Era uma vez…

por Leandro Cosentino

A eleição presidencial de 2022 está se convertendo em um perigoso enredo de realismo mágico em que os principais candidatos buscam construir uma narrativa própria e particular acerca do que assistimos nos últimos tempos no Brasil. O ex-presidente Luiz Inácio Lula da Silva, hoje líder nas pesquisas de opinião, brada aos sete ventos que todas as investigações sobre sua presidência são fruto de uma conspiração da “quadrilha de Curitiba” que, associada à imprensa e aos poderes internacionais, buscou desestabilizar nosso país e destruir a Petrobrás. 

Obviamente, essa desestabilização, na versão contada pelo lulopetismo, nada tem a ver com a péssima política econômica adotada no final dos anos Lula e cujo preço foi duramente cobrado já no governo Dilma Rousseff, sucessora apontada pelo ex-presidente, que acabou impedida pelo crime orçamentário que praticou associada a uma crise socioeconômica extremamente grave em meados da década passada.

Trata-se de uma visão completamente equivocada, imoral e com traços de um nacionalismo rançoso e antidemocrático. Além de atentar contra o sistema de integridade – construído na Nova República e aperfeiçoado nos próprios governos petistas – Lula contribui para reforçar uma visão de mundo pautada ainda no terceiro-mundismo e no isolamento, com o fantasma das potências rondando as riquezas da pobre periferia mundial, sem que suas elites retrógradas sejam responsabilizadas.

Outra historieta, curiosamente bastante parecida, é a do atual presidente Jair Bolsonaro que, com o segundo lugar nas pesquisas e uma crise enorme de popularidade, radicaliza seu discurso para fidelizar seus apoiadores mais fieis e garantir uma vaga no segundo turno das eleições do próximo ano. Na visão de mundo do bolsonarismo, o “mito” que preside a República fez tudo certo durante a pandemia: desde o incentivo ao tratamento precoce mentiroso até a campanha de desconfiança sobre as vacinas, o uso de máscaras e o distanciamento social. Tudo isso em nome da relativização da doença, que não poderia frear a economia e prejudicar a popularidade presidencial.

Ora, nesse caso é preciso restabelecer a verdade para reposicionar o Brasil no caminho das democracias liberais e, sobretudo, da racionalidade. Não é possível que, após mais de 600 mil vidas perdidas, continuemos a reforçar essas ideias completamente equivocadas, as quais beiram ao charlatanismo e que ainda haja quem atribua os problemas econômicos gravíssimos que vivemos – alguns herdados desde o petismo e outros criados pelo bolsonarismo – às recomendações dos (bons) médicos para salvar vidas.
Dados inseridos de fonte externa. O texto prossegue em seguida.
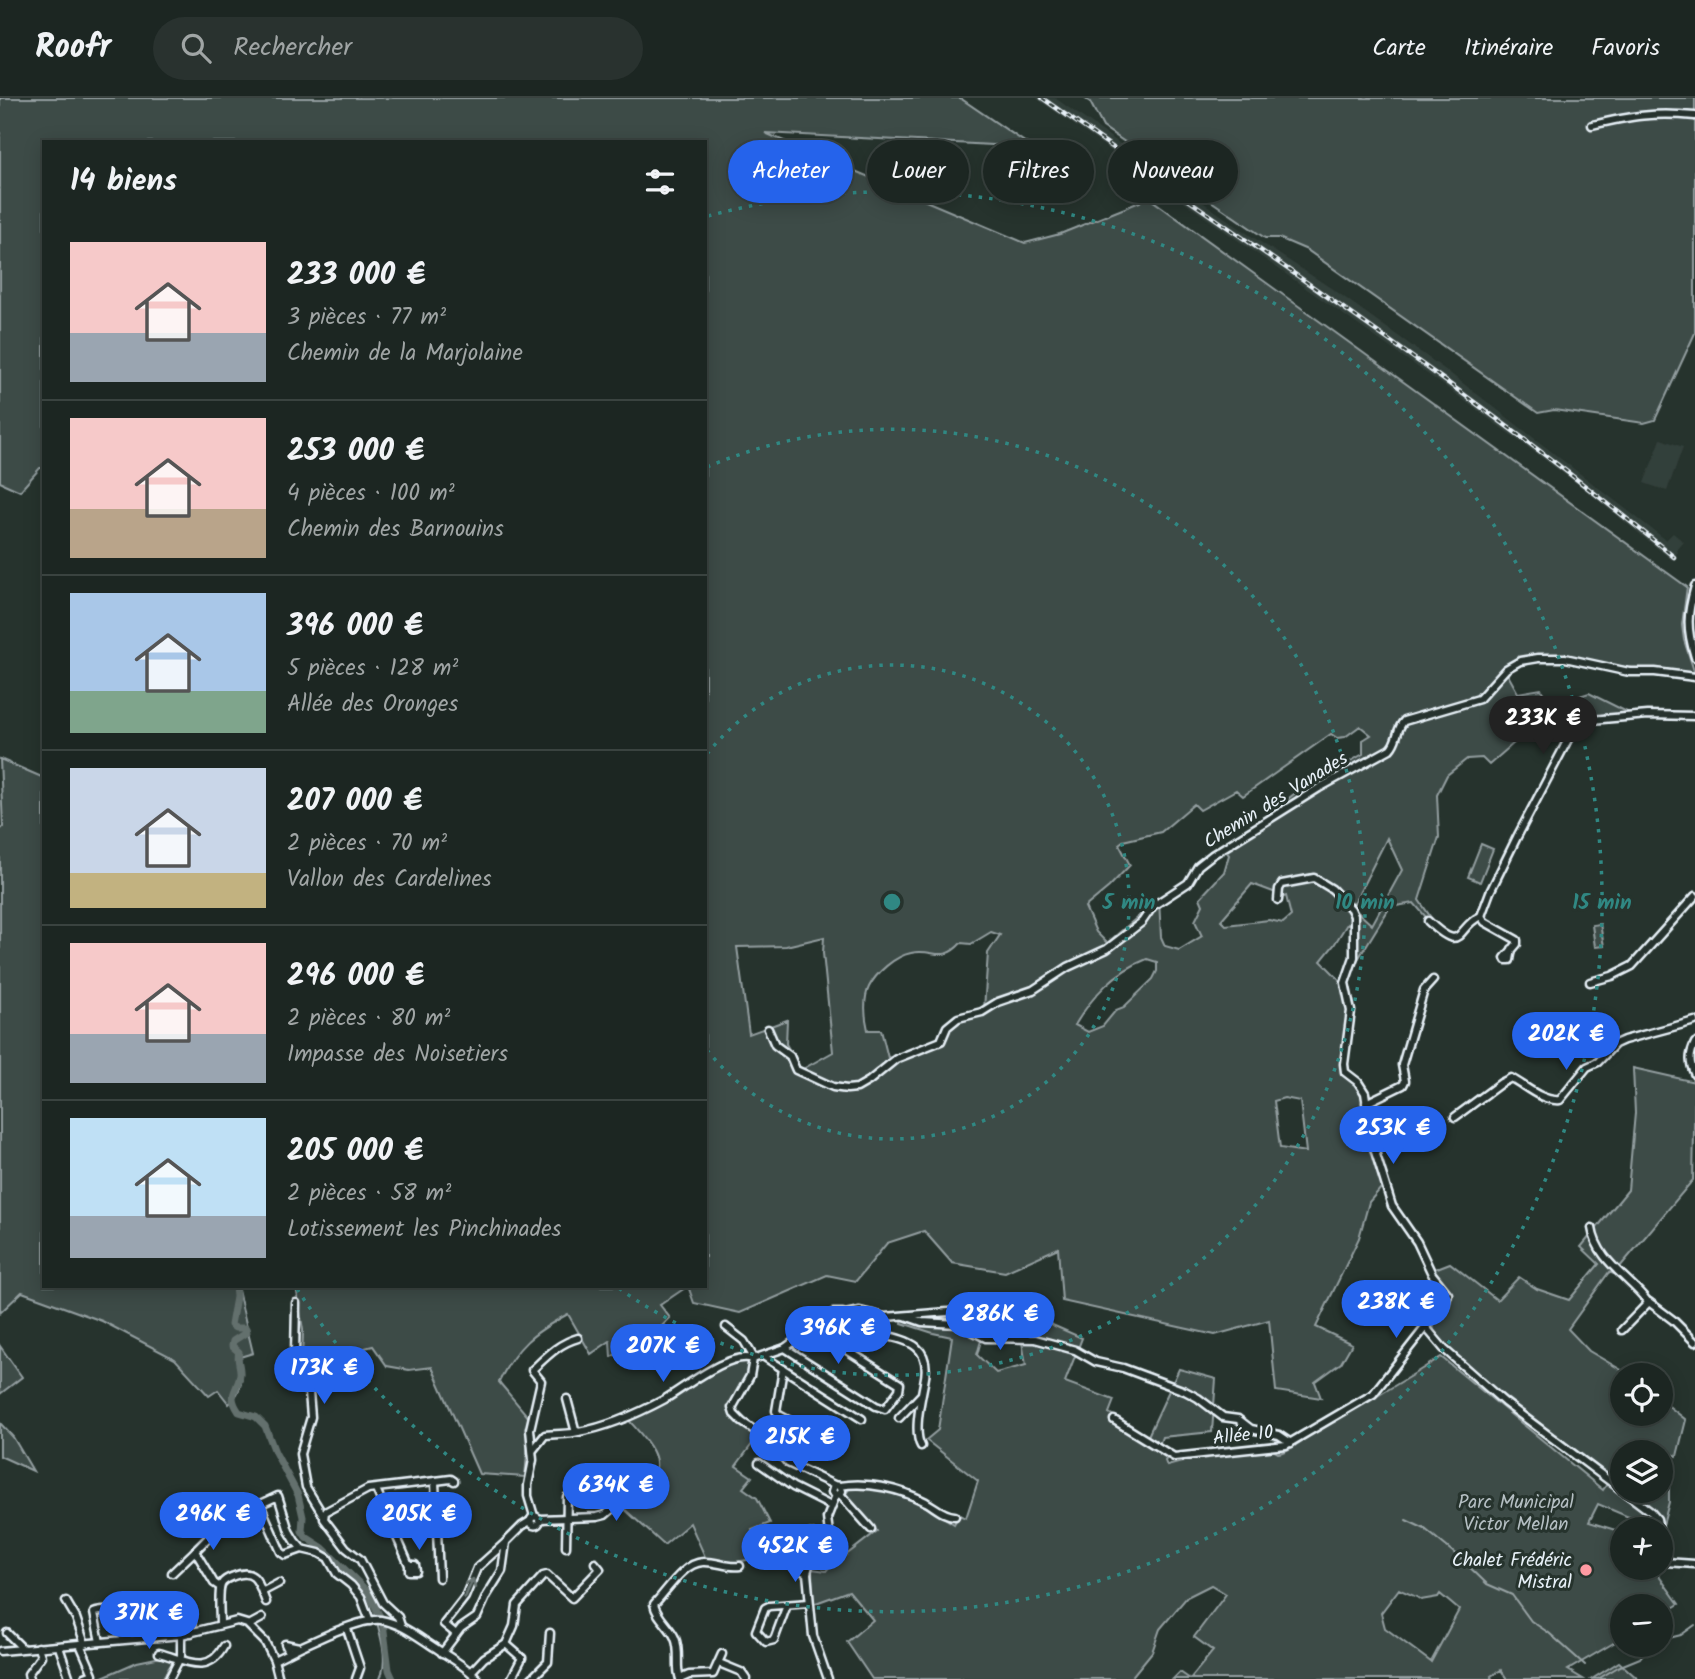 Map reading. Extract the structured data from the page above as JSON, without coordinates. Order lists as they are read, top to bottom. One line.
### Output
{"streets":{"street":["Chemin des Vanades","Allée 10"]},"parks":["Parc Municipal Victor Mellan"],"places":["Chalet Frédéric Mistral"],"page":{"header":"Roofr","search":"Rechercher","nav":["Carte","Itinéraire","Favoris"],"chip":["Acheter","Louer","Filtres","Nouveau"],"heading":"14 biens","list":[{"name":"233 000 €","note":"3 pièces · 77 m² · Chemin de la Marjolaine"},{"name":"253 000 €","note":"4 pièces · 100 m² · Chemin des Barnouins"},{"name":"396 000 €","note":"5 pièces · 128 m² · Allée des Oronges"},{"name":"207 000 €","note":"2 pièces · 70 m² · Vallon des Cardelines"},{"name":"296 000 €","note":"2 pièces · 80 m² · Impasse des Noisetiers"},{"name":"205 000 €","note":"2 pièces · 58 m² · Lotissement les Pinchinades"}],"price":["233K €","202K €","253K €","238K €","286K €","396K €","207K €","173K €","215K €","634K €","296K €","205K €","452K €","371K €"],"map_buttons":["+","−"]},"rings":["5 min","10 min","15 min"]}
O Brasil não pode ficar refém de contos da carochinha e precisa urgentemente retomar o bom caminho de combinar democracia e desenvolvimento econômico que, se não são a mesma coisa, precisam estar em simbiose para que os brasileiros e brasileiras de hoje vivam melhor e garantam o futuro das gerações vindouras.

Leandro Consentino é bacharel em Relações Internacionais pela Universidade de São Paulo (USP), mestre e doutor em Ciência Política pela mesma instituição. Atualmente, é professor de graduação no Insper e de pós-graduação na FESP-SP.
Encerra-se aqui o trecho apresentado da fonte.